◆ **What you should do**
If a line in the records contains the string "strokeText", show that line.

Stored data entries:
---

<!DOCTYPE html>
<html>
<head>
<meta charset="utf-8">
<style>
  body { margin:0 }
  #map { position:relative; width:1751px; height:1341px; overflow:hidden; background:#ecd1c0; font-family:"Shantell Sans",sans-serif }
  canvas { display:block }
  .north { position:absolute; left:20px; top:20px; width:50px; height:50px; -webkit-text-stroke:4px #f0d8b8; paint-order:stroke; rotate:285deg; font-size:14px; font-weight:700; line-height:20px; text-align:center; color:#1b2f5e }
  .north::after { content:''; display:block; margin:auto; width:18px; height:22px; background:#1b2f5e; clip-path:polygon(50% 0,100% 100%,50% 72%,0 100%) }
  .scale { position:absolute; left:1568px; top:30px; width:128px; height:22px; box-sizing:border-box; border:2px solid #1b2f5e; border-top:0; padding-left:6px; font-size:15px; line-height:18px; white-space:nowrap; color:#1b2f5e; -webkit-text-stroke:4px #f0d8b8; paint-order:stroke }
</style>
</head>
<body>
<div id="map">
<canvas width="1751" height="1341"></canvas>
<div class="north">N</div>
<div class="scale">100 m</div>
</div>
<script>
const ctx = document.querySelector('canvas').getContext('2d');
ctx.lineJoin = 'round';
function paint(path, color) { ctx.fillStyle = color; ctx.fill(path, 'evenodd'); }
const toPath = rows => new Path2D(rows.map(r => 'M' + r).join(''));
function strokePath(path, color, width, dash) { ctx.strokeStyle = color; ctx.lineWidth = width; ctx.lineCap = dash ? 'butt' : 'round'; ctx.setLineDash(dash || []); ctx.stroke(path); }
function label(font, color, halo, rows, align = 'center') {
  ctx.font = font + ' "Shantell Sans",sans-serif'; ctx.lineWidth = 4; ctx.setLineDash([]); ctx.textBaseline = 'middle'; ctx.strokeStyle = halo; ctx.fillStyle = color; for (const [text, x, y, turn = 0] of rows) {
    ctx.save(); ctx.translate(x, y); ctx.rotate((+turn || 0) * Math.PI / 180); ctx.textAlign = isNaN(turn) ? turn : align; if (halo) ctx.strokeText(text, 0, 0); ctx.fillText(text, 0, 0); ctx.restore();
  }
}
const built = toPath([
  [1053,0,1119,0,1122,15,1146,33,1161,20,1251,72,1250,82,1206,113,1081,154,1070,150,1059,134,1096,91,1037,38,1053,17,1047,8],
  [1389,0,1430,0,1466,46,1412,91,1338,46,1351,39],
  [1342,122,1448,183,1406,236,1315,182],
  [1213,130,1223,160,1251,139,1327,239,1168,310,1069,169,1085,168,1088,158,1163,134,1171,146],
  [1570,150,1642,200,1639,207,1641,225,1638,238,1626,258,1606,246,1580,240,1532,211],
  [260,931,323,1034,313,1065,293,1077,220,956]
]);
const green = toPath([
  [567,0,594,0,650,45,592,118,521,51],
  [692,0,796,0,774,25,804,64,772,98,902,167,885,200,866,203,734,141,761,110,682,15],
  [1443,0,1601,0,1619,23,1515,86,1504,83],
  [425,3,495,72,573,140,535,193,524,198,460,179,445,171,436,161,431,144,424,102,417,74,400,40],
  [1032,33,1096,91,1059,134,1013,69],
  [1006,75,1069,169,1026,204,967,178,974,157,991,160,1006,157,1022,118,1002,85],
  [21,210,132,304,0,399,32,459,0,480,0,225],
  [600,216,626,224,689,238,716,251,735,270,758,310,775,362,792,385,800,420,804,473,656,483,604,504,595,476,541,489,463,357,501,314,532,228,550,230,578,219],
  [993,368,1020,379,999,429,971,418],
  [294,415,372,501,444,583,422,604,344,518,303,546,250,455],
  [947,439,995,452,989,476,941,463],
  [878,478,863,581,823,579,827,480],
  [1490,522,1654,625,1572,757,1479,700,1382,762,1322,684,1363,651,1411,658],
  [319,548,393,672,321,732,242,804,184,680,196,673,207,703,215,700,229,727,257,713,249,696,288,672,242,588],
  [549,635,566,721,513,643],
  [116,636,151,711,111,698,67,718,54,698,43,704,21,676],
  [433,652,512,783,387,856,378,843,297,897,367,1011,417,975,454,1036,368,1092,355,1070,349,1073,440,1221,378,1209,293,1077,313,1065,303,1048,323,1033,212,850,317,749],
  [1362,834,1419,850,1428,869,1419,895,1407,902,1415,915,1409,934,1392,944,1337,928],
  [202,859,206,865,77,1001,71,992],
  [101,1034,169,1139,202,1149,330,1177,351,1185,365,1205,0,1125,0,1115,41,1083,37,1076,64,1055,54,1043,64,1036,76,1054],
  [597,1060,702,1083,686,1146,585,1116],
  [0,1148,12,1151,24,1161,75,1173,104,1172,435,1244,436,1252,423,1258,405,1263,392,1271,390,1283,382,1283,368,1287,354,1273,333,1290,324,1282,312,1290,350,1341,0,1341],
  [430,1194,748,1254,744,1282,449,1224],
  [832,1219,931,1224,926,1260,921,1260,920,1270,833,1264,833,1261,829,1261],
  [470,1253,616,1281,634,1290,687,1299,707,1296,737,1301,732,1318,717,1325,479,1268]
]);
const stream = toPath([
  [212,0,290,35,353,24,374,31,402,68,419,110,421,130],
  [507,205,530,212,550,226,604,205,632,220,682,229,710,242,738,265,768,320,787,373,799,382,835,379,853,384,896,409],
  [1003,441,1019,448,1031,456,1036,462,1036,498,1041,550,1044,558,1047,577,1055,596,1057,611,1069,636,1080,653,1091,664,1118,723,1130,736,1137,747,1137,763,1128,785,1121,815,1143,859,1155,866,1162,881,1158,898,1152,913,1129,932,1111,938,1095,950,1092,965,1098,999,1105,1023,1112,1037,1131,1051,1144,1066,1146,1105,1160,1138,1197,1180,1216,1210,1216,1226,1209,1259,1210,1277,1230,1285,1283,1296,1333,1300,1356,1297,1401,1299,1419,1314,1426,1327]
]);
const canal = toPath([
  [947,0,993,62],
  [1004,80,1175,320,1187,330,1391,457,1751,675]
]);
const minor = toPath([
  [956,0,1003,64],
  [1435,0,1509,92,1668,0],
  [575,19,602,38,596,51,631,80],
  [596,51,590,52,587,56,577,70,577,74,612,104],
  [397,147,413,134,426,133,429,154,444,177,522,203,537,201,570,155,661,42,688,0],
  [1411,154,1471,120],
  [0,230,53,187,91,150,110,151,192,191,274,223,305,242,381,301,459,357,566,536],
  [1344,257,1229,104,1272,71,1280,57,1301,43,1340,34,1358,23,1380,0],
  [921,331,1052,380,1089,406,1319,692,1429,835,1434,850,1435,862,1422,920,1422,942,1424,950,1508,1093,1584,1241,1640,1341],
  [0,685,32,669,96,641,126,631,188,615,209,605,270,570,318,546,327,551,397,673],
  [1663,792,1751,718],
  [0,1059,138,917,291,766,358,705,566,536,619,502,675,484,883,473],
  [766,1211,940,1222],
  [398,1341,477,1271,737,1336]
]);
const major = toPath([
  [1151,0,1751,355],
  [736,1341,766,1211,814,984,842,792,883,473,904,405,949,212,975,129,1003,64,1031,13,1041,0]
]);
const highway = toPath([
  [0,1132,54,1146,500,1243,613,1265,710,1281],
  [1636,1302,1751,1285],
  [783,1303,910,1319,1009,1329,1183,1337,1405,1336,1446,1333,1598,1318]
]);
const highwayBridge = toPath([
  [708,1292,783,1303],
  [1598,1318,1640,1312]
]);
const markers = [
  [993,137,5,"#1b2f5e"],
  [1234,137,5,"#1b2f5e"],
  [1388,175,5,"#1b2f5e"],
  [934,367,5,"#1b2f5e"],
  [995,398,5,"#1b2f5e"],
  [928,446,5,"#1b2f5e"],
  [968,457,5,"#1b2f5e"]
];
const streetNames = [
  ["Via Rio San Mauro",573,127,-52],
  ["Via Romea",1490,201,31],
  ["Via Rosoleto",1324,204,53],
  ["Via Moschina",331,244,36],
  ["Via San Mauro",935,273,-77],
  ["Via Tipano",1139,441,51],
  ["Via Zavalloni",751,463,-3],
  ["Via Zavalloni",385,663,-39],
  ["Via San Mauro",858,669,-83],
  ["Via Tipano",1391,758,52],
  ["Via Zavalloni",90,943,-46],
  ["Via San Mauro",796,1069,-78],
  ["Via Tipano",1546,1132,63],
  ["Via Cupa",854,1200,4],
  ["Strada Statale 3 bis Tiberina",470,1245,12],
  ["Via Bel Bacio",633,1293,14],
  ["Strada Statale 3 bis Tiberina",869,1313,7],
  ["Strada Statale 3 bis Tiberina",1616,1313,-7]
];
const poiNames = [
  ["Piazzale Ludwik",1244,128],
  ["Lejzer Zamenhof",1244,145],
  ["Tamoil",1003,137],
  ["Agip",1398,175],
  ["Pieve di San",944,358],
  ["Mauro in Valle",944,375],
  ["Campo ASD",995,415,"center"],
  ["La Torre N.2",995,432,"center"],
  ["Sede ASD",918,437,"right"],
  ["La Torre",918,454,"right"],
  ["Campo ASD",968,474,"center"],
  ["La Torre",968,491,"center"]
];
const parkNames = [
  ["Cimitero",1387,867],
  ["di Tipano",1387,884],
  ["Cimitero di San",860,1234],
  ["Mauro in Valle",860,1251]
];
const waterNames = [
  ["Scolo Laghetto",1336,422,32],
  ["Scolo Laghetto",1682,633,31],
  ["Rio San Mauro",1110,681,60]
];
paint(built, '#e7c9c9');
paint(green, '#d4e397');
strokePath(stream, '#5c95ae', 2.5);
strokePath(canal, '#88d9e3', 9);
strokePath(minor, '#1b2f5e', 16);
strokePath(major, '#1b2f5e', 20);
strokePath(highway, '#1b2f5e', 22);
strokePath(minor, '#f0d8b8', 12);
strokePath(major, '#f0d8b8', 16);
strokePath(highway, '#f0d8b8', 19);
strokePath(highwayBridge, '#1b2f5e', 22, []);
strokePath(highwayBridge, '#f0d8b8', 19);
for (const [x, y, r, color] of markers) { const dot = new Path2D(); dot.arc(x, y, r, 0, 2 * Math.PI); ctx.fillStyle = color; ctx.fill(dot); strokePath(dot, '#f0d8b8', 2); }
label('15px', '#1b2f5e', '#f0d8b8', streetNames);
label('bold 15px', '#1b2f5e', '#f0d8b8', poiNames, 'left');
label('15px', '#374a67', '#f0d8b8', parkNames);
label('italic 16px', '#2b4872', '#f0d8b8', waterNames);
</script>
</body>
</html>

---

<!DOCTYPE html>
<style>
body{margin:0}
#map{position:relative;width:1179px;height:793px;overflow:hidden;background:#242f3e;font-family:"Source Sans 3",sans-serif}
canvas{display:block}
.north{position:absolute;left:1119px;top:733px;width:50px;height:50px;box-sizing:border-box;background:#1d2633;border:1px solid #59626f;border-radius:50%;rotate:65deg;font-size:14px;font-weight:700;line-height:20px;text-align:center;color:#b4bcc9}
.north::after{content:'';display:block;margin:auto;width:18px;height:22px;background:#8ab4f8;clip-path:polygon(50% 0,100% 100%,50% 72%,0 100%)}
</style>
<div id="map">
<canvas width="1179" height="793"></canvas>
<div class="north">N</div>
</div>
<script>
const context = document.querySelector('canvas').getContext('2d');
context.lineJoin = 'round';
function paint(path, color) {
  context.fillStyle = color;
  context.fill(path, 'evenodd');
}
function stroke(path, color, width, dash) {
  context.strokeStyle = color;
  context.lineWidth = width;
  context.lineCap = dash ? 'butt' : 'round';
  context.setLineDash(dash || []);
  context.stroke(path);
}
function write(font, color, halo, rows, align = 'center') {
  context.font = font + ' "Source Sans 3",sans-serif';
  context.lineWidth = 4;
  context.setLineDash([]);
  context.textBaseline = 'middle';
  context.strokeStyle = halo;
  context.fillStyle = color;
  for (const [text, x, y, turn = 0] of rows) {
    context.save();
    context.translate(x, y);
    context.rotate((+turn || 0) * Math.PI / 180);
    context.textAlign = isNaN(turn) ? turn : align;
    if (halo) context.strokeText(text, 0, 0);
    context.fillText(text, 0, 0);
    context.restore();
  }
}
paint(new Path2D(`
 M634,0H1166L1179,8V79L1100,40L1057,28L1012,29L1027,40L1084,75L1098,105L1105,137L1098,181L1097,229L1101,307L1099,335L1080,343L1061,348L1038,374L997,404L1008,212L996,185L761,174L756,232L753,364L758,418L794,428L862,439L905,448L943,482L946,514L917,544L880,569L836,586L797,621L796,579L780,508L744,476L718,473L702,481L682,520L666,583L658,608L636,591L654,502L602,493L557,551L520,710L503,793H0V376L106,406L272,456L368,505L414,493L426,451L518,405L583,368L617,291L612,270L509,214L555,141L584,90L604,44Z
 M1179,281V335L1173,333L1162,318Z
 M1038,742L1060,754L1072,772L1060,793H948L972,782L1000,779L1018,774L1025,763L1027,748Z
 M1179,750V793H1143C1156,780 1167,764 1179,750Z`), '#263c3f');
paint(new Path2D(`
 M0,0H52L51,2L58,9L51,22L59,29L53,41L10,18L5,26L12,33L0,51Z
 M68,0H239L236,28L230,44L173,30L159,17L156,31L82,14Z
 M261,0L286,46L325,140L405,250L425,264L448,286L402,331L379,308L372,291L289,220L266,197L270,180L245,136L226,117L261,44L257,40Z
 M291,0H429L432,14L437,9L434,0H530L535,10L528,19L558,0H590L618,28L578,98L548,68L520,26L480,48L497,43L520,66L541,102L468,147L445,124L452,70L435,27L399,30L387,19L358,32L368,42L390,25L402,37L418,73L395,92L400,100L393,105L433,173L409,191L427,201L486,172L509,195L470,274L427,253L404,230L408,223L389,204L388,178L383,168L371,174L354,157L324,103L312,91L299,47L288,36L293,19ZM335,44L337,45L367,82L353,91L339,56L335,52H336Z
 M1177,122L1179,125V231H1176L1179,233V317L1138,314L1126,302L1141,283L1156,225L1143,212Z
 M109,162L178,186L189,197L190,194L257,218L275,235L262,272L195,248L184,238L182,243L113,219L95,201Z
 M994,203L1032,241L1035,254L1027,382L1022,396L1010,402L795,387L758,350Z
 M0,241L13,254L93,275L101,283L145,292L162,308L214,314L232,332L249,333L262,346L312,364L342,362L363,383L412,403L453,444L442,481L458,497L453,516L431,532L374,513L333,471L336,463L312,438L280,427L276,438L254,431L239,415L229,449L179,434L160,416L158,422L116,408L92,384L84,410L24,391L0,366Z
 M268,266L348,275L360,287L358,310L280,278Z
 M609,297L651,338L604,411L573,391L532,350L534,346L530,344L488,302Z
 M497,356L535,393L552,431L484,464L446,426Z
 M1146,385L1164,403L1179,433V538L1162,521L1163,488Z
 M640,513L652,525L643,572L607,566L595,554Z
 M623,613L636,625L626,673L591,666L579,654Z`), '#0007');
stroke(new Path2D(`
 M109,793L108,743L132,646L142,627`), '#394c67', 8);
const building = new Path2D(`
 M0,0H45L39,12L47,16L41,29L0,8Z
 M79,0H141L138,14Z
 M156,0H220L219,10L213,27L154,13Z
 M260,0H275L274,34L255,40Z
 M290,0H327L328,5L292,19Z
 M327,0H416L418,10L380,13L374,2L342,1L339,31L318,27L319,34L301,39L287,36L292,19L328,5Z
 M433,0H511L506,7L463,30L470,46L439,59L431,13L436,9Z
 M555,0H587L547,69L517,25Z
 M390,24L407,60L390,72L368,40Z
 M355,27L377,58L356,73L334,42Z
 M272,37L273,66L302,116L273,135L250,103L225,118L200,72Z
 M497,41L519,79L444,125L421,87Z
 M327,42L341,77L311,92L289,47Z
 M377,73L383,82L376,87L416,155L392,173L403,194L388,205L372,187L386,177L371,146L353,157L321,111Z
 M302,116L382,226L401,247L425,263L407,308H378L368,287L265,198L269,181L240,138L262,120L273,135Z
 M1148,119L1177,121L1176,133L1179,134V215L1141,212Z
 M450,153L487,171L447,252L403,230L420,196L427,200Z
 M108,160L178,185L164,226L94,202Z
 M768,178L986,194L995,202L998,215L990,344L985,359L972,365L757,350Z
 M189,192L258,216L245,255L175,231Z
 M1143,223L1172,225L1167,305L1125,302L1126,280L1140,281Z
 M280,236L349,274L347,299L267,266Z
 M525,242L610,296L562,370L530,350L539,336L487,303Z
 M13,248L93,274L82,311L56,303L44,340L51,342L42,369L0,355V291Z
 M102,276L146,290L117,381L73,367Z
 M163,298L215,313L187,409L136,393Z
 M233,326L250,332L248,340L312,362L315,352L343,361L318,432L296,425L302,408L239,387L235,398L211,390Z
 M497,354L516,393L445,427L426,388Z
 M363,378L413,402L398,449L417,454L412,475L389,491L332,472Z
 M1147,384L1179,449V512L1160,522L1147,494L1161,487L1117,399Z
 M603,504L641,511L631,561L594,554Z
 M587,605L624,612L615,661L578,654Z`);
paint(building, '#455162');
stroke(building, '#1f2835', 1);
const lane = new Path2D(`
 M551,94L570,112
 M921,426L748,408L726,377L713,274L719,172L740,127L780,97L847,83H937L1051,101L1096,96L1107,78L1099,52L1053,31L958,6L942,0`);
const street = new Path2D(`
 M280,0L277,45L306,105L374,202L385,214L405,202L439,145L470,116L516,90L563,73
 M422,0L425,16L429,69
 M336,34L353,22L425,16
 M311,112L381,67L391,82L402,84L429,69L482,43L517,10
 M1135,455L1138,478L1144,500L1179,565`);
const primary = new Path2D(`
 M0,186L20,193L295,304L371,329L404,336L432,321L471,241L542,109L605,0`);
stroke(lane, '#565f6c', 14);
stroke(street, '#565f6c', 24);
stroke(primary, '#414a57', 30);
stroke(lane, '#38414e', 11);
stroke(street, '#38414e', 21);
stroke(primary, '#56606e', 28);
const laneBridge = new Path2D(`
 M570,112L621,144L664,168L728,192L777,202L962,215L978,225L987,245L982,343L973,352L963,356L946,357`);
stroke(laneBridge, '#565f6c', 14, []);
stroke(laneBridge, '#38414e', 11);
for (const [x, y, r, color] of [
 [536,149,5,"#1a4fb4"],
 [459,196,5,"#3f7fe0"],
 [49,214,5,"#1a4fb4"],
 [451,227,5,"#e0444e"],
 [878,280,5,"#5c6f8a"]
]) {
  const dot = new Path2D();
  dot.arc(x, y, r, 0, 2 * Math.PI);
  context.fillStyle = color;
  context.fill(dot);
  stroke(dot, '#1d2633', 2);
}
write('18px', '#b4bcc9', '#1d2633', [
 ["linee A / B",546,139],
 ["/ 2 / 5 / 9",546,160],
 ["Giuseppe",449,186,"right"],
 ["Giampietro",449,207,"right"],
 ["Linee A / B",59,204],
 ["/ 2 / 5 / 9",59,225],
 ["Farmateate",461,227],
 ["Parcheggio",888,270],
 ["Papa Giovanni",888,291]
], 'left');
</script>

---

◆ **Answer to the exercise**
    ctx.save(); ctx.translate(x, y); ctx.rotate((+turn || 0) * Math.PI / 180); ctx.textAlign = isNaN(turn) ? turn : align; if (halo) ctx.strokeText(text, 0, 0); ctx.fillText(text, 0, 0); ctx.restore();
    if (halo) context.strokeText(text, 0, 0);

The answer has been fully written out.